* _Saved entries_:
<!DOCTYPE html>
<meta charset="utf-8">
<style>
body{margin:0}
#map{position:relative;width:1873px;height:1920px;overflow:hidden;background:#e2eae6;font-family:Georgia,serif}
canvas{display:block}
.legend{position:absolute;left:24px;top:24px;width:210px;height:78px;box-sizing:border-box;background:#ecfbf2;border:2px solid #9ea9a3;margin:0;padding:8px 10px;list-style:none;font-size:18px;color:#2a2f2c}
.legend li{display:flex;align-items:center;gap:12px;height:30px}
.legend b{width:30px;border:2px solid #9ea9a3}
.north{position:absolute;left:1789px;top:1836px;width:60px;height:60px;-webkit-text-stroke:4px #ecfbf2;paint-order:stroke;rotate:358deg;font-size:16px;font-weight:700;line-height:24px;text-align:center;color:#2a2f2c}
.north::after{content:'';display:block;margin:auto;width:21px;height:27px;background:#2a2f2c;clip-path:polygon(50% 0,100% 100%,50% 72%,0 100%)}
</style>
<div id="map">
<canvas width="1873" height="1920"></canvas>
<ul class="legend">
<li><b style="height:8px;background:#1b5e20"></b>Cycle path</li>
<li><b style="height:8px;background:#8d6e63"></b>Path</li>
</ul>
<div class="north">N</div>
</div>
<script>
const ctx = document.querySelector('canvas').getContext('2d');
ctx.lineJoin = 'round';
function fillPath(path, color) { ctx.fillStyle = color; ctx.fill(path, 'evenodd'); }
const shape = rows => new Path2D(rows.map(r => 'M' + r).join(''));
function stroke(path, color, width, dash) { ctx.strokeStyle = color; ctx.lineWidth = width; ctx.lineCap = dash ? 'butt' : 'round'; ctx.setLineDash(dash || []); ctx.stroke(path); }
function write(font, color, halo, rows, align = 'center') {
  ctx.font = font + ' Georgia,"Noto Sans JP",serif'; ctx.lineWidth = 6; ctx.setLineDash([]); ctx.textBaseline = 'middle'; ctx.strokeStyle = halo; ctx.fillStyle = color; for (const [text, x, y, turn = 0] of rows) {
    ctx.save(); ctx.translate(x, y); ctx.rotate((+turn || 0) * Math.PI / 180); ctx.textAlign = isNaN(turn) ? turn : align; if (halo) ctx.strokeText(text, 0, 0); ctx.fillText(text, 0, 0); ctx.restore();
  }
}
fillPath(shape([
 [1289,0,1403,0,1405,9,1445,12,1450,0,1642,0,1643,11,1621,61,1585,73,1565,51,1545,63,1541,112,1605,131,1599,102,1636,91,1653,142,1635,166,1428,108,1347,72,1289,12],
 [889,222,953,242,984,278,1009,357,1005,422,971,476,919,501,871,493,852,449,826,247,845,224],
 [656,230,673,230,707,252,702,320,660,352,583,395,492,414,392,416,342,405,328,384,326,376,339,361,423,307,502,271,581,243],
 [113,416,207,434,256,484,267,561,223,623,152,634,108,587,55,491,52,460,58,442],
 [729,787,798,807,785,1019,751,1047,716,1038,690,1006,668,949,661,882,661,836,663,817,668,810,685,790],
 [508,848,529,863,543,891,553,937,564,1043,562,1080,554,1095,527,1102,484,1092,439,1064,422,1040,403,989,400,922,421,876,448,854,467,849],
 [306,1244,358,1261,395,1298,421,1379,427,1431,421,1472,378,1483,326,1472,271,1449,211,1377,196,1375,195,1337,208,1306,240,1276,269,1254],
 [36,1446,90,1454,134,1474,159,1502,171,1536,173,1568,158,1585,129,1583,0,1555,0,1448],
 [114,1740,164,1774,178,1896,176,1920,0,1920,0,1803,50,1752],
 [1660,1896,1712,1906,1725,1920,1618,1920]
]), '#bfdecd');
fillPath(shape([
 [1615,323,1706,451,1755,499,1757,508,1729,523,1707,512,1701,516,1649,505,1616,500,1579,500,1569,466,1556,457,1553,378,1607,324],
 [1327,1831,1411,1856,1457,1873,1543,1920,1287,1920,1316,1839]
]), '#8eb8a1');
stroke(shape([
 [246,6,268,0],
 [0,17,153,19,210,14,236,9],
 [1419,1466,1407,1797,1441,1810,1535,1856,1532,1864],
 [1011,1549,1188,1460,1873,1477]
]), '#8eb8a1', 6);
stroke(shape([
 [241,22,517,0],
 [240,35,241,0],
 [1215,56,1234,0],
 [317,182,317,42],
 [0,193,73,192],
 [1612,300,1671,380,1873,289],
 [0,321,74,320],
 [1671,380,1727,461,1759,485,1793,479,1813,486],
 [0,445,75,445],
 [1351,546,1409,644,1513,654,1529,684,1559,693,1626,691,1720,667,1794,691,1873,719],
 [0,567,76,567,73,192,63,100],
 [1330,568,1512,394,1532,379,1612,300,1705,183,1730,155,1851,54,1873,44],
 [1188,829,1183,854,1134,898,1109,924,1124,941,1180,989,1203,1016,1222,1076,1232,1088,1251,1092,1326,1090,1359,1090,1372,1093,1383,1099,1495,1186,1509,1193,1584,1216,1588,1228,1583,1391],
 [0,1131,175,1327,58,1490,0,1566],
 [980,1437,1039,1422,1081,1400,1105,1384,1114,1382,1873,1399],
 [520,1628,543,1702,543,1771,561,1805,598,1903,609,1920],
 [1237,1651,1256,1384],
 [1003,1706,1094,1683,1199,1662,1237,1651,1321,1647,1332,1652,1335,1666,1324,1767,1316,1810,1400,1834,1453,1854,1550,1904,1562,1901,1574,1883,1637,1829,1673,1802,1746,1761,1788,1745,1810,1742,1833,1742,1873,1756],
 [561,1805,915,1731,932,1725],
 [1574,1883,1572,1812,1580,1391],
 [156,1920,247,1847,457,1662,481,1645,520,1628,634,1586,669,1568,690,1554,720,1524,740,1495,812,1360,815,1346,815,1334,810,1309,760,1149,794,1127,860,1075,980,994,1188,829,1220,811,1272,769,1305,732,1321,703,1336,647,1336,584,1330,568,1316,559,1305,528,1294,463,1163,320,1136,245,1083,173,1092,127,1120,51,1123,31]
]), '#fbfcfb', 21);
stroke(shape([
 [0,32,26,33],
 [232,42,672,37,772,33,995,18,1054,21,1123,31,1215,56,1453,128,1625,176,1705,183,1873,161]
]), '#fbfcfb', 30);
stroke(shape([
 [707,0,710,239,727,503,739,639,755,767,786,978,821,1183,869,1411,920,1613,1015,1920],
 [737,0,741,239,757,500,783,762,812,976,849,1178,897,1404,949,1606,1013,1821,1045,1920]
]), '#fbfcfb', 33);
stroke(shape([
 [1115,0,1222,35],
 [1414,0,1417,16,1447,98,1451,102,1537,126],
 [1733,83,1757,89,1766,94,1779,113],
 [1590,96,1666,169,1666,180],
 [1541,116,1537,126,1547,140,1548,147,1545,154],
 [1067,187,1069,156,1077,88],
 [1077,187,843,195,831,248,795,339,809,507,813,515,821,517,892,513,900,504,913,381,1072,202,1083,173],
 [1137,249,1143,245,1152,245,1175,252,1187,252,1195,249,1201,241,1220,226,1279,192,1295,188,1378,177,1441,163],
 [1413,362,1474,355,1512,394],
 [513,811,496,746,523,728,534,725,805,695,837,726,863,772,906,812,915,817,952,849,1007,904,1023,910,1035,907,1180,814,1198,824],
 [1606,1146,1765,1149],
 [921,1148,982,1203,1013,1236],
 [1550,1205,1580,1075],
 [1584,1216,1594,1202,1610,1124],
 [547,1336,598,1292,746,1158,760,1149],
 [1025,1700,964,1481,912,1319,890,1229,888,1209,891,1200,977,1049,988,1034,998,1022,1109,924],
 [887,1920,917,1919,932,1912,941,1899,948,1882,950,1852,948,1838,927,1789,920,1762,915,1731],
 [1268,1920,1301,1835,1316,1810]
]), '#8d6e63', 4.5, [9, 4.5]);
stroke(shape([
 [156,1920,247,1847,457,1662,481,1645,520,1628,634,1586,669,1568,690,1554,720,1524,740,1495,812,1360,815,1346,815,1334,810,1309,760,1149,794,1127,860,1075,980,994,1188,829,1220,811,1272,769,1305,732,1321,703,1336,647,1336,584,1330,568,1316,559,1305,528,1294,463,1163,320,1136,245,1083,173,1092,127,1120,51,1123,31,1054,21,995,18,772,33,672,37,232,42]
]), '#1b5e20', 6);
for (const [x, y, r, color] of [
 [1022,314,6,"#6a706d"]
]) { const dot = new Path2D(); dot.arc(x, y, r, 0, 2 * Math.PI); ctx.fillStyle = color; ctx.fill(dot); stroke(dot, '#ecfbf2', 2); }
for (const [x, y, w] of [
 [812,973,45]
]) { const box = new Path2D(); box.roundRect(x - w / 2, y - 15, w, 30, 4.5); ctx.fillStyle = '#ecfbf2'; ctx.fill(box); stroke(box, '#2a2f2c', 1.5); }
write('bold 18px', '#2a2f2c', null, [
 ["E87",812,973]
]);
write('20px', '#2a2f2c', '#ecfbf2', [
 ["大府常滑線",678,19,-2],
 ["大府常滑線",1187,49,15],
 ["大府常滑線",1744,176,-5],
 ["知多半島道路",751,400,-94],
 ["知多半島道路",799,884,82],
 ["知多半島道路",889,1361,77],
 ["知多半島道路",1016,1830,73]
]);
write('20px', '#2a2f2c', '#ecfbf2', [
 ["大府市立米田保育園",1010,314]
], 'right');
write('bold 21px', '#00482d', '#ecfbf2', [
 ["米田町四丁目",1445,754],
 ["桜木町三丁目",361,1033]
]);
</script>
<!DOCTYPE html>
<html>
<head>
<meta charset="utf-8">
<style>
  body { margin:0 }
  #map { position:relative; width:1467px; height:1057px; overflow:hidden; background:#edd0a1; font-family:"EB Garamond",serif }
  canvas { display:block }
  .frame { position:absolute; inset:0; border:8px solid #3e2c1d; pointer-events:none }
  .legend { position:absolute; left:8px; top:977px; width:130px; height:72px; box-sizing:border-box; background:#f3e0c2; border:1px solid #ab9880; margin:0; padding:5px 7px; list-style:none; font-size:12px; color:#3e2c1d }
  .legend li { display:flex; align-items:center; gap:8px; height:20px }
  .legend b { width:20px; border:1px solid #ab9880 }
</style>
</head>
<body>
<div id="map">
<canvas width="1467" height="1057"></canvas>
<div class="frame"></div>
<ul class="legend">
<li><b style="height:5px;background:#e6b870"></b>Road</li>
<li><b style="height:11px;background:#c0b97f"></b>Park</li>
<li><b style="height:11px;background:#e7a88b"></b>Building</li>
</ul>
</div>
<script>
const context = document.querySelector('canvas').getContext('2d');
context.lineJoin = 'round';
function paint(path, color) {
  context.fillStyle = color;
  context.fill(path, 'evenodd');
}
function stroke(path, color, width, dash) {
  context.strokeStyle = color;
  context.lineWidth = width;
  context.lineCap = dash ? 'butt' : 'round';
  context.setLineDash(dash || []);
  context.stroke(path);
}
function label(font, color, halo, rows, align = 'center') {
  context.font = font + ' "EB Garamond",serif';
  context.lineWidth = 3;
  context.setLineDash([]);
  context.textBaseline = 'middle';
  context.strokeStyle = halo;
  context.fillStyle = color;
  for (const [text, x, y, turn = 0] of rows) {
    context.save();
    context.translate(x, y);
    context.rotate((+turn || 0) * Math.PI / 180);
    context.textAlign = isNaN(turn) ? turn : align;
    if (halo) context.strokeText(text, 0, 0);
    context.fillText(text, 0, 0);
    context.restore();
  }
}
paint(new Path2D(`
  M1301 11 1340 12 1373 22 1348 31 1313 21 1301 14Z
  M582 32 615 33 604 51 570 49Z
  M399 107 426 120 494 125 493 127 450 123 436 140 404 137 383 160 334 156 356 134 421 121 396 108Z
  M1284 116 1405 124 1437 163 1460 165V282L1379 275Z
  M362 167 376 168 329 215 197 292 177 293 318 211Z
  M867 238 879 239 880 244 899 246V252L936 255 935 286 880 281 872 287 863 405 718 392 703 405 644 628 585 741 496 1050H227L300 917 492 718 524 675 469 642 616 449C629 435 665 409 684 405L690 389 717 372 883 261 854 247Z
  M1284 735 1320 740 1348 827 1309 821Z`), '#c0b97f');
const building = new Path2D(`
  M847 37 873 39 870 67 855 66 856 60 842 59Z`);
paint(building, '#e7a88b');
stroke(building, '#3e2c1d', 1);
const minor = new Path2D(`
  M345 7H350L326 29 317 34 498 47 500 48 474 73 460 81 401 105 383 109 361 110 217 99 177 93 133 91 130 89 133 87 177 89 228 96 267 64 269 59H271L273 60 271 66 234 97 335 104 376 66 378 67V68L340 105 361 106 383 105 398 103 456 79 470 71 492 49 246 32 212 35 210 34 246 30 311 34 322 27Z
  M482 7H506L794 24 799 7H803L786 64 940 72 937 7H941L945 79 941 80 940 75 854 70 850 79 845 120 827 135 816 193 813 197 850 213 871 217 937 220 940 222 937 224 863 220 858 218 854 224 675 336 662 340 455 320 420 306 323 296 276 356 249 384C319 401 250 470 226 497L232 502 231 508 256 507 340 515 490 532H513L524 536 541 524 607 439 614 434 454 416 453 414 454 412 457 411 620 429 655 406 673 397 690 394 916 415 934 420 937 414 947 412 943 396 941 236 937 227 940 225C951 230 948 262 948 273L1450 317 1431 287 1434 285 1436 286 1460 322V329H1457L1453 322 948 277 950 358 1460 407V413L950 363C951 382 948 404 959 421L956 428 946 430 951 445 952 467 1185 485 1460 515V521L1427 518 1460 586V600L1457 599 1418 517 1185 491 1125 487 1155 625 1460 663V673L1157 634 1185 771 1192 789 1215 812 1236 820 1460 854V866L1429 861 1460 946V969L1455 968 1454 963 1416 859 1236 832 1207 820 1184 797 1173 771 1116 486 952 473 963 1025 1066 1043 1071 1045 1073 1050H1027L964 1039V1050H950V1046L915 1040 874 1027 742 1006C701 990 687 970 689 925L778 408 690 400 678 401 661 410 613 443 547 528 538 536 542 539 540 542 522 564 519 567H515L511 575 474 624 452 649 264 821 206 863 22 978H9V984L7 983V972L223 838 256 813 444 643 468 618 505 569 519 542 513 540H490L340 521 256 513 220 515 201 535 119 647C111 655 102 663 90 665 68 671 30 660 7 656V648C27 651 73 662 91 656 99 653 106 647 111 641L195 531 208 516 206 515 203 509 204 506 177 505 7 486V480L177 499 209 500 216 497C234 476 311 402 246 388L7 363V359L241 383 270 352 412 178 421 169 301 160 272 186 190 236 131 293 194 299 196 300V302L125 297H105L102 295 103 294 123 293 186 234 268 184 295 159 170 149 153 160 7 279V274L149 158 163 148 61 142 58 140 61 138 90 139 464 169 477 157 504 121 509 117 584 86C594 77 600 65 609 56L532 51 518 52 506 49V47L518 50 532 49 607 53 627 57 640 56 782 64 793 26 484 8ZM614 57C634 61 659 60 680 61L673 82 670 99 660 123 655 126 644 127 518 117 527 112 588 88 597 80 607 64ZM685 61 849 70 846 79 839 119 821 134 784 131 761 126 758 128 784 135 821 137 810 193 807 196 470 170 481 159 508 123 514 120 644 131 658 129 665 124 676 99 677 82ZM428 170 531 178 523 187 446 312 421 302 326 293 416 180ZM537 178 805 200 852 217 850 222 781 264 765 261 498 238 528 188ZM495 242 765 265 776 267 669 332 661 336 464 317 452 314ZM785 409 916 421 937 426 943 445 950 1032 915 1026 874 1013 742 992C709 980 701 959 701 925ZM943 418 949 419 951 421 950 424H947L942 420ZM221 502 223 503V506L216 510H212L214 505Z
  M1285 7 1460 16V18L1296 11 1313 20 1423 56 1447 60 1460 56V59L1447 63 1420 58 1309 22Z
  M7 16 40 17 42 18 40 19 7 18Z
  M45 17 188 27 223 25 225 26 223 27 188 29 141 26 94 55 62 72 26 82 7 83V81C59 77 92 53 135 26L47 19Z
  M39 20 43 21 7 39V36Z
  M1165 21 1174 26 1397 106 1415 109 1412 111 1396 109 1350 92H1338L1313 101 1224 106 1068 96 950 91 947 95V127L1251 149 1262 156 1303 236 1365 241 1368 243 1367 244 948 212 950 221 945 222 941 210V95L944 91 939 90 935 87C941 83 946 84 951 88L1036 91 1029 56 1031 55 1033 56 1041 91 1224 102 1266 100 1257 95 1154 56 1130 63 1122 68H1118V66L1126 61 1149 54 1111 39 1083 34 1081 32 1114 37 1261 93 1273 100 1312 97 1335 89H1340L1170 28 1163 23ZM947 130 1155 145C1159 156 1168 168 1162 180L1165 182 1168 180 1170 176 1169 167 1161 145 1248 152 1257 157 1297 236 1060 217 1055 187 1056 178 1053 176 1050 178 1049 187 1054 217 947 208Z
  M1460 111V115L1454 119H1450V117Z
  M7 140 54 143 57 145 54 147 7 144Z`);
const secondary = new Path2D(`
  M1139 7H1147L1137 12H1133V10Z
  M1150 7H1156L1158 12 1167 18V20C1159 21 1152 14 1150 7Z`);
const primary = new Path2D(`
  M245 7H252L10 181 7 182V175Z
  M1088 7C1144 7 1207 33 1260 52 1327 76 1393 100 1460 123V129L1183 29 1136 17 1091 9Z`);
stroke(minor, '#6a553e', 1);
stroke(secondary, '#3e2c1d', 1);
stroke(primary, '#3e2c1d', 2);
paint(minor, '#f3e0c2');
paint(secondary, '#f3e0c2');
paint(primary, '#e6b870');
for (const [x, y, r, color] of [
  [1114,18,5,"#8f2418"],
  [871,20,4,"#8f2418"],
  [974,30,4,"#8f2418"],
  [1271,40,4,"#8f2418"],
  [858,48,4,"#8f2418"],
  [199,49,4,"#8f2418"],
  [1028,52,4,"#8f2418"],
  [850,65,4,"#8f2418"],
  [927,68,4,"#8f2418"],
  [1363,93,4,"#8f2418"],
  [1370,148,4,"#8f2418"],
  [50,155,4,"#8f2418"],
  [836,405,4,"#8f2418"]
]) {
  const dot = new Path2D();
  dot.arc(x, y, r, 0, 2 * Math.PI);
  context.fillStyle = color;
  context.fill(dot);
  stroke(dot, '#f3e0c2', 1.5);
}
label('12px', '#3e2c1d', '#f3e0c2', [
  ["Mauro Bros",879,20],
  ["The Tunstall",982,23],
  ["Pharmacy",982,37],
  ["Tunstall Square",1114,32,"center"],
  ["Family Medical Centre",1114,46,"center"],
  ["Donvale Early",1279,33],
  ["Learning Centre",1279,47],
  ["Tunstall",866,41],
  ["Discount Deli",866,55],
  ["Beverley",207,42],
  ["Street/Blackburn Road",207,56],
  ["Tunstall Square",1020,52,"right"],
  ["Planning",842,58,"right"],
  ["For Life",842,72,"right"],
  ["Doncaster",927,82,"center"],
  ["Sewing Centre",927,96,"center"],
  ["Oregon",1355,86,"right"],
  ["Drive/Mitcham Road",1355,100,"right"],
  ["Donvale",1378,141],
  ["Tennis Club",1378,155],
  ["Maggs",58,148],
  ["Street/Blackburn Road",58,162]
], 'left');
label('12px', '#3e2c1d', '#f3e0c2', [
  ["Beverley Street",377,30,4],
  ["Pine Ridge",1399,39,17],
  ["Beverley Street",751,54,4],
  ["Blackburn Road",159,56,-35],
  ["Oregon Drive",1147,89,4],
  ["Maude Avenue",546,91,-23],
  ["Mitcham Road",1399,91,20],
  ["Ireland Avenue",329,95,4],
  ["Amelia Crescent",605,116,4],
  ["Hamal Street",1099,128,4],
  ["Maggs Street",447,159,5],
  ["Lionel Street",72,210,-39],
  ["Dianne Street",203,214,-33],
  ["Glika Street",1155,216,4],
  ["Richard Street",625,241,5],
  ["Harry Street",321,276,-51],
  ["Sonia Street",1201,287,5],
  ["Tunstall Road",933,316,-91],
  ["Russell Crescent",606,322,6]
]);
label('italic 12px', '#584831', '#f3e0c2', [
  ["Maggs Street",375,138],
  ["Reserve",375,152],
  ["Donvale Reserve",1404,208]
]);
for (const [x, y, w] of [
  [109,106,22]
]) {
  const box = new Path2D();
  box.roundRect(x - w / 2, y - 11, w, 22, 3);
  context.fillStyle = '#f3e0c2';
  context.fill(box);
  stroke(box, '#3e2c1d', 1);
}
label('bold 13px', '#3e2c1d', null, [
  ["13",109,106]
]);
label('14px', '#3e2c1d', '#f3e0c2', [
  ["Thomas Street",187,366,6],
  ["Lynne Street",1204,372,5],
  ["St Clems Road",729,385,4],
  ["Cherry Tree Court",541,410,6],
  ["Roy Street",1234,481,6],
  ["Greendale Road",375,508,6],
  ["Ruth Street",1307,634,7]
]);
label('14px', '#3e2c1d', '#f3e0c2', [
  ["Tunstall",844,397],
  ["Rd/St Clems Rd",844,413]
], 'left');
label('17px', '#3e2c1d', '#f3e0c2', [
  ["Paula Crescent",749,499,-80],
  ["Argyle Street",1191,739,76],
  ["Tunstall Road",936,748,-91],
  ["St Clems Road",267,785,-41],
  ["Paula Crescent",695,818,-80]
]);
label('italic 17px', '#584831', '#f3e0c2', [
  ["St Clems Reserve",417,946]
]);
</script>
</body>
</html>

* _WHAT IS REQUIRED_:
Where the records above contain a line with "context.fillStyle = '#f3e0c2';", repeat that line and each later line through the end, exactly, and nothing more.

* _OUTPUT FOR THIS EXERCISE_:
  context.fillStyle = '#f3e0c2';
  context.fill(box);
  stroke(box, '#3e2c1d', 1);
}
label('bold 13px', '#3e2c1d', null, [
  ["13",109,106]
]);
label('14px', '#3e2c1d', '#f3e0c2', [
  ["Thomas Street",187,366,6],
  ["Lynne Street",1204,372,5],
  ["St Clems Road",729,385,4],
  ["Cherry Tree Court",541,410,6],
  ["Roy Street",1234,481,6],
  ["Greendale Road",375,508,6],
  ["Ruth Street",1307,634,7]
]);
label('14px', '#3e2c1d', '#f3e0c2', [
  ["Tunstall",844,397],
  ["Rd/St Clems Rd",844,413]
], 'left');
label('17px', '#3e2c1d', '#f3e0c2', [
  ["Paula Crescent",749,499,-80],
  ["Argyle Street",1191,739,76],
  ["Tunstall Road",936,748,-91],
  ["St Clems Road",267,785,-41],
  ["Paula Crescent",695,818,-80]
]);
label('italic 17px', '#584831', '#f3e0c2', [
  ["St Clems Reserve",417,946]
]);
</script>
</body>
</html>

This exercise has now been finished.